Choosing Ingredients for your Brand

We must resist the temptation to simply lump everything together into the pot, stir it up and hope for the best.
You have the ingredients. Now what?

In our last couple of outings, we gathered together some of the essential ingredients for a great brand. First out, we considered the importance of making a commitment to the process of brand making as a means of delivering strategic competitive advantage. Next, we asked what elements of our existing business mix might we choose as a basis on which to raise and keep a brand.

We agreed that a competitive advantage that is grounded in enduring relationships is less likely to be found in what we do than in who we are and how we do it.

And so we began a process of teasing out the key values of our business in order to determine what sort of a relationship we might wish to propose to our guests and what benefits that relationship might deliver to them.

Sift Through the Ingredients and Weigh up Your Options

This process is typically a painstaking one. It needs to be. It throws up for our consideration a wide range of values that underpin our business offering. We are frequently spoilt for choice (most businesses unearth a surprising range of available values) and the temptation to simply stuff everything in to our brand offering can be strong.

Here patience is the key. We must resist the temptation to simply lump everything together into the pot, stir it up and hope for the best. Instead, we must carefully consider our options and tease out the impact that each value is likely to have if added to the mix, particularly in terms of the benefits it generates. A hospitality brand will deliver sustainable competitive advantage only if it makes clear to its guests the benefits of entering into a relationship with it rather than with any of its competitors. Brands that enjoy this clarity include Kelly’s in Rosslare, O’Brien’s Sandwich Bars and, until recently, Aer Lingus.

It is evident then what we must do. We must ask what relationship we are seeking with our guests. We must consider what sort of a relationship they are looking for and ask ourselves what we can realistically deliver given our unique mix of values.

Throughout this stage of the process, we will move back and forth continuously between the choice of values we’ve got and the relationships that this makes possible (we may also decide to revise our business offering and add some additional values to the mix). It is a time of speculation, of testing ideas and exploring possibilities. It will frustrate those of us who are seeking instant results but it is essential that we test our brand reasoning and model as rigorously as we can before we begin to mix the ingredients together.

The Magic Ingredient

This stage is vital. We must decide on the relationship that we are seeking with our guests. We must be clear what benefits it offers to them. We must be equally clear on what benefits that relationship offers to us (and translate those into competitive positioning and bottom-line deliverables as readily as we can). And finally, we must determine what mix of values will enable us to deliver those benefits consistently over time.

Here we are adding what I regard as the magic ingredient: brand intention. We are deciding what the brand will do for us. We are giving it purpose and making explicit its role in our relationship with our guests. We are choosing to achieve success by design rather than by accident.

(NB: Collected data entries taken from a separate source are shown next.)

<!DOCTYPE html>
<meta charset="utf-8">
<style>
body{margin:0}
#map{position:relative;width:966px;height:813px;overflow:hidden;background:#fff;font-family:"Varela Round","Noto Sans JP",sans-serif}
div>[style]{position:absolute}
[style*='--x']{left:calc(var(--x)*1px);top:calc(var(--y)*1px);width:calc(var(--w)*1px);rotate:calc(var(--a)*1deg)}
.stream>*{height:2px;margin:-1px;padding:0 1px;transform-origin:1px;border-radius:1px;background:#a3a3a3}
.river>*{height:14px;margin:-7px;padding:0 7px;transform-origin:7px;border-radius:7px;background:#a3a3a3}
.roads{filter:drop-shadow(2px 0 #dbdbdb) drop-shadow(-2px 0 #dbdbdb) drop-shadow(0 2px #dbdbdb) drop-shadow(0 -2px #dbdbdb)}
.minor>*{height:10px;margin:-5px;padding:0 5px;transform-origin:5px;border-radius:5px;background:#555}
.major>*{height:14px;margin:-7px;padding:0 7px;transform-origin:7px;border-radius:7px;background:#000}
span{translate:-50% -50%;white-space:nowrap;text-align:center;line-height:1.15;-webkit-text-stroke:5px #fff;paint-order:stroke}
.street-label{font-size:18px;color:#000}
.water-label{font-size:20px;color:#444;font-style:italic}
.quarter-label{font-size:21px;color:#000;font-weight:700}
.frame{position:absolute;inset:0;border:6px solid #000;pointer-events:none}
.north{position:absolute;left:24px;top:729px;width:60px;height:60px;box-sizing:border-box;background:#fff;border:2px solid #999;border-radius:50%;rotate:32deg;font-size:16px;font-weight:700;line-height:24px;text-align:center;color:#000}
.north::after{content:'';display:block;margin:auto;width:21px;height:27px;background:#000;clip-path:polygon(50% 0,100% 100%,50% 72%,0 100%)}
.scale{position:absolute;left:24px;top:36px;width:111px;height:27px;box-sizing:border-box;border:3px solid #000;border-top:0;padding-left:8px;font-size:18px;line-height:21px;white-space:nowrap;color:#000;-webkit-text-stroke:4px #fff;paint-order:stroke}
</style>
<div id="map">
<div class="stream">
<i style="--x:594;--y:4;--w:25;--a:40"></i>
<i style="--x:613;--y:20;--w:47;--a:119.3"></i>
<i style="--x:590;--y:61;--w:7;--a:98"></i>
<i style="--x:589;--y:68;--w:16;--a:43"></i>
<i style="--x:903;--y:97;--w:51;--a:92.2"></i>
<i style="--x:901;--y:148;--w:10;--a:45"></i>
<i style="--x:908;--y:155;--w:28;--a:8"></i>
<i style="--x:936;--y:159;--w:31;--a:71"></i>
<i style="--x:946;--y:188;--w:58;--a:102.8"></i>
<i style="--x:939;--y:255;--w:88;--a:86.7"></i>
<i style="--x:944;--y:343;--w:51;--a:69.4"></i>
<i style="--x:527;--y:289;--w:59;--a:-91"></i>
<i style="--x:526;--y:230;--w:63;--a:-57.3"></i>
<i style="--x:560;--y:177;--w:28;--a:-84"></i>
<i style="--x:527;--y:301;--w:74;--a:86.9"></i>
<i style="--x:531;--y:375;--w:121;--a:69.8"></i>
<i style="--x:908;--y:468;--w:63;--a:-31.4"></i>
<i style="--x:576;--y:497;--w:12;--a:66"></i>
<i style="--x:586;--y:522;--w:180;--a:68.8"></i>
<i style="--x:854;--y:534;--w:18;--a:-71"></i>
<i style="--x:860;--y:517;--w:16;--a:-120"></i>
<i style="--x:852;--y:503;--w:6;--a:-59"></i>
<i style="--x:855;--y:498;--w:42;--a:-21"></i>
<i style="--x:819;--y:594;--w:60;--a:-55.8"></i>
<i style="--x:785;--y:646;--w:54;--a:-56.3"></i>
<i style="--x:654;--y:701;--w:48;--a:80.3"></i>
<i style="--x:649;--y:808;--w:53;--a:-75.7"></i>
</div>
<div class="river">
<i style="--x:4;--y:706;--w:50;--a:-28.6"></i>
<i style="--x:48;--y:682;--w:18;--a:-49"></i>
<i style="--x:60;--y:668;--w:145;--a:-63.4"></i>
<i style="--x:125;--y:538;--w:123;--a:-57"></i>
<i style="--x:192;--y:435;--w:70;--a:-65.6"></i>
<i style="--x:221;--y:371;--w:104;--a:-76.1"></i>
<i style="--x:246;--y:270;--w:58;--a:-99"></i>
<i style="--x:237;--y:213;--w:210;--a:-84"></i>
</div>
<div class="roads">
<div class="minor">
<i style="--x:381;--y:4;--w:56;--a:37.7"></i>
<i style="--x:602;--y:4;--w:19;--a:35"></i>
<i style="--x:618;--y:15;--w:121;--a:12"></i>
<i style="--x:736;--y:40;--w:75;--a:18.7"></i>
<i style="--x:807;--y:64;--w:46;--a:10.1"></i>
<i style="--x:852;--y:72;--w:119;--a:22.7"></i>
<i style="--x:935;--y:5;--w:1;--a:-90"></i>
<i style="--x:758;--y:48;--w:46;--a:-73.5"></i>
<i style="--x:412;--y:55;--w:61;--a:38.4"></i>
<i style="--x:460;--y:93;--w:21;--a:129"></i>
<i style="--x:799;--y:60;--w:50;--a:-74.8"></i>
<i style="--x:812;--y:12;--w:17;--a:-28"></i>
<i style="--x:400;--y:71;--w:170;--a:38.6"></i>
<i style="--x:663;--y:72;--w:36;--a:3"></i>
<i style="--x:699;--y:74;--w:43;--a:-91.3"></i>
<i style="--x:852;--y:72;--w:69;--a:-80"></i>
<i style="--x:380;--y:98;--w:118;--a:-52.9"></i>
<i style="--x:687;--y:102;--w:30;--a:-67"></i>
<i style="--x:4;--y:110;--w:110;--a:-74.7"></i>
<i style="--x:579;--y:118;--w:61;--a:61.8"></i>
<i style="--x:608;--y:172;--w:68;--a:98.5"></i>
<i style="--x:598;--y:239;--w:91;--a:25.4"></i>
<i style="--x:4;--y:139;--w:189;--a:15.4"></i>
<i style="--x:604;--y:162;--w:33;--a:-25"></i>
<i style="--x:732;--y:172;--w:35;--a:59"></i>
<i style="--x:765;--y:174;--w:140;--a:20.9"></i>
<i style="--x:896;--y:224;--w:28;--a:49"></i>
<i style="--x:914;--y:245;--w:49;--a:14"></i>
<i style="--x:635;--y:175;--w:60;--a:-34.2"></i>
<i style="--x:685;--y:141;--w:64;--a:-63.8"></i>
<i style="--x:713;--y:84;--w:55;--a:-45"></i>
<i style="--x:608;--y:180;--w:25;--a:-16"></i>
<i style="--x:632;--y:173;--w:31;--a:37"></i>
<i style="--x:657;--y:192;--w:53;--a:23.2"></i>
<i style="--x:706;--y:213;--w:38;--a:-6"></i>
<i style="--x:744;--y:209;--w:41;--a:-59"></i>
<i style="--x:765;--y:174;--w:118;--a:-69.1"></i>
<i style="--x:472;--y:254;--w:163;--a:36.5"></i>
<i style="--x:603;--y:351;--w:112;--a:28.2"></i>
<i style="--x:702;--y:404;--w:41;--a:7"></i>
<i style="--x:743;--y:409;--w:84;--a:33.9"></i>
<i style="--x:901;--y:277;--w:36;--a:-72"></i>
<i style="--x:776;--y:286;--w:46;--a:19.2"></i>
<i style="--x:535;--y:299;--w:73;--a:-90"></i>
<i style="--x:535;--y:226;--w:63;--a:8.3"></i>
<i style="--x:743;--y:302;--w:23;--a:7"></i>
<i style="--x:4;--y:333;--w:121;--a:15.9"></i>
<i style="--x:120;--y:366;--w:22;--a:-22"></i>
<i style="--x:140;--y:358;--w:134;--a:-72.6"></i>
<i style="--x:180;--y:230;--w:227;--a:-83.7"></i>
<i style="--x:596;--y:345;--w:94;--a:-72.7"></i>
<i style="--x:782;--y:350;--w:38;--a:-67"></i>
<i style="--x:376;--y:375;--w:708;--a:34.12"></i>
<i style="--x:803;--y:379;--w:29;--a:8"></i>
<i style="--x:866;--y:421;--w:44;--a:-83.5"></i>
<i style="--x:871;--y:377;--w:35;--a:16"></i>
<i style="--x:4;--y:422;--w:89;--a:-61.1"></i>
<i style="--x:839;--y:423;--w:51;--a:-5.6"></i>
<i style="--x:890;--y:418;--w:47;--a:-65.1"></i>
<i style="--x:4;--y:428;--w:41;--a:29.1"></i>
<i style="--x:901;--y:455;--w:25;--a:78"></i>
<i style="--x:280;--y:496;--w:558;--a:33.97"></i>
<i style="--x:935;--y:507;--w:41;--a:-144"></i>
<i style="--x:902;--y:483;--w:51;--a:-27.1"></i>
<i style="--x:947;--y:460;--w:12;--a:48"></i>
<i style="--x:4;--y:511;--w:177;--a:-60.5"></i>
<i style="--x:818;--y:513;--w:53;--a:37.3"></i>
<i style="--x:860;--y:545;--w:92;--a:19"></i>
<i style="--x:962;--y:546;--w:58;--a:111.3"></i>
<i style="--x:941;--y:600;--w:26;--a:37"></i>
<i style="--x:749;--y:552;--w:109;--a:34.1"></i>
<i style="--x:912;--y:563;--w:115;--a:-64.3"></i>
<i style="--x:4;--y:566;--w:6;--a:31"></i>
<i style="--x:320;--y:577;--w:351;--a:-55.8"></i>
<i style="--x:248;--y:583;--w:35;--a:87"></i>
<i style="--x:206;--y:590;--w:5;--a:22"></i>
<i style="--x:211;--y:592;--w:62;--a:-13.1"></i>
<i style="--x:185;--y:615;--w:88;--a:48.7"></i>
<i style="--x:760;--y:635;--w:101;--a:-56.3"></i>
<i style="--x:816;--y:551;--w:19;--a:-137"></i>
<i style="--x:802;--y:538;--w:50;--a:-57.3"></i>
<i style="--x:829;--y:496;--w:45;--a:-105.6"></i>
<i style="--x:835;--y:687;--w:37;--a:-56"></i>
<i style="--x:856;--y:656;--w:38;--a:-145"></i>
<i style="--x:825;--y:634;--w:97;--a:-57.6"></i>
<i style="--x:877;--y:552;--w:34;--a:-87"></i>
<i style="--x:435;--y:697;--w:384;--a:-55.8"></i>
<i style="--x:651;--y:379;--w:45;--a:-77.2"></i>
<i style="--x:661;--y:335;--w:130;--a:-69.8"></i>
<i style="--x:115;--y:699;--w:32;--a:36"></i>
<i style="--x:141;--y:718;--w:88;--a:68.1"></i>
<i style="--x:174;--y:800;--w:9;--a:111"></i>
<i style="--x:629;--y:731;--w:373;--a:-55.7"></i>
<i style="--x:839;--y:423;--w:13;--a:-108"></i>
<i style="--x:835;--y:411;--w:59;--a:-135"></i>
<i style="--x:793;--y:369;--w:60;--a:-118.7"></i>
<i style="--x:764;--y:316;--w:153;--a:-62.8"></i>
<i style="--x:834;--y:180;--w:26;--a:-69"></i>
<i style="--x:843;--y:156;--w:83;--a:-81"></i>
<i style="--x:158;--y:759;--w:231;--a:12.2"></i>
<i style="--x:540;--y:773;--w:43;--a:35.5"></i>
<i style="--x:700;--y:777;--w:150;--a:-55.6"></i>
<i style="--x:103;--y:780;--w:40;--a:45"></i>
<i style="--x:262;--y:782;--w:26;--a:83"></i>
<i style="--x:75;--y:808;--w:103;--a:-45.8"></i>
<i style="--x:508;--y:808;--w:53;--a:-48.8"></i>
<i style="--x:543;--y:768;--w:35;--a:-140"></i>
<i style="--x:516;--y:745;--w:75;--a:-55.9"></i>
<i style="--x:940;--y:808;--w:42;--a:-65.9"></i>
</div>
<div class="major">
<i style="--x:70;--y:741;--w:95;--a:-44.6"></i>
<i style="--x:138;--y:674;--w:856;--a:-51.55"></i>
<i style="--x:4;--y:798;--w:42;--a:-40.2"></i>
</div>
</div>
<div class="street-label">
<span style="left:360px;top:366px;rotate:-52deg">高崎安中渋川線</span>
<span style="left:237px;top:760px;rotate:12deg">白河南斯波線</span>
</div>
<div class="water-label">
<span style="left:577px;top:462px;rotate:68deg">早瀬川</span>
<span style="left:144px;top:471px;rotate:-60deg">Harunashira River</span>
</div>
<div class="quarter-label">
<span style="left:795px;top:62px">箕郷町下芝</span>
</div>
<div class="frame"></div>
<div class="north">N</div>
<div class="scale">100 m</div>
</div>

We are carefully choosing the values that will underpin our business offering and in what proportions we will use them. We are choosing them specifically for the way in which they will drive and support our business. Whilst the act of branding is frequently regarded as one requiring only imagination, it must be balanced throughout by a utilitarian approach. The brand must deliver; otherwise it is simply a vanity or an extravagance that the business cannot afford. We must be satisfied that we have chosen the right mix of ingredients to enable the brand to achieve its purpose.

Then, and only then, can we begin to write our brand recipe.

Writing the Recipe for Brand Success

I talked just now of the importance of both utility and imagination in the branding process. The writing of the recipe for our brand demands that we set out clearly the sort of relationship we are seeking with our guests and then put our imagination to work to describe how we might achieve it.